Instructions to follow ▸ Reproduce the records below exactly as shown.

Collected data entries

============================================================

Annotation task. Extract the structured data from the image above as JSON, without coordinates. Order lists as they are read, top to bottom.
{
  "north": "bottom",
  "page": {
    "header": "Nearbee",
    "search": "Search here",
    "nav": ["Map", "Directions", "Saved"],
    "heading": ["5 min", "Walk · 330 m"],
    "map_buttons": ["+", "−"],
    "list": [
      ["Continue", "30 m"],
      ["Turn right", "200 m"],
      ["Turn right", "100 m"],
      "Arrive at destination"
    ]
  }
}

============================================================

Solution to the problem ▸
Annotation task. Extract the structured data from the image above as JSON, without coordinates. Order lists as they are read, top to bottom.
{
  "north": "bottom",
  "page": {
    "header": "Nearbee",
    "search": "Search here",
    "nav": ["Map", "Directions", "Saved"],
    "heading": ["5 min", "Walk · 330 m"],
    "map_buttons": ["+", "−"],
    "list": [
      ["Continue", "30 m"],
      ["Turn right", "200 m"],
      ["Turn right", "100 m"],
      "Arrive at destination"
    ]
  }
}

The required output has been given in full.